Jindal’s mascot is top artist Subodh Gupta, who transports the humdrum stainless steel kitchen utensils (made from steel manufactured by the Jindal Group) into his complex abstract and figurative installations.        


Heart and home are irrevocably twined with art for veteran artist Satish Gupta, who lives in a studio villa at Meherauli in the outskirts of the Lutyen’s Delhi – a upscale residential neighbourhood in the national capital. Large bronze and stone sculptures from Indian mythology, religion and cosmology colour his home with a calm zen-like meditative air.

At the centre of the garden stands a landscape sculpture of a “stupa”- a replica of a Buddhist shrine under a Bodhi tree – the tree of enlightenment sculpted from natural elements by the artist over years. “I connect to the cosmos here.
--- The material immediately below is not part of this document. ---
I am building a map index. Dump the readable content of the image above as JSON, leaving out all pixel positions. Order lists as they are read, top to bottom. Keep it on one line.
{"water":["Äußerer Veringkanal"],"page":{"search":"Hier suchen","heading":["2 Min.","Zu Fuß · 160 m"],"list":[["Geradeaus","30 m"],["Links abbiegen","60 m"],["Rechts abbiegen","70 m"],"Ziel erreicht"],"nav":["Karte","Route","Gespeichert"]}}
I can be in Byzantium making gilded mosaics of the lord, admire the perfection of the pantheon or travel back to the creation of Angkor or make my way up the labyranthine steps past the Virochana Buddhas enclosed in hundreds of stupas and reach the summit  of Borabodur to experience the divine emptiness or experience the Zen Gardens of Ryonji,” Gupta chants.

Impresario and art writer-curator Ina Puri wakes up every morning to a torrent of art at home that she allows to wash over her like waves of memories. The surfeit of art in muted shades with gentle flowing figures — covering the walls of her sunny home in Gurgaon (in Haryana) — is her bridge to one her closest friends Manjit Bawa, a leading figurative artist who passed away in 2008  “I acquired as many works by Manjit as possible,” says Puri.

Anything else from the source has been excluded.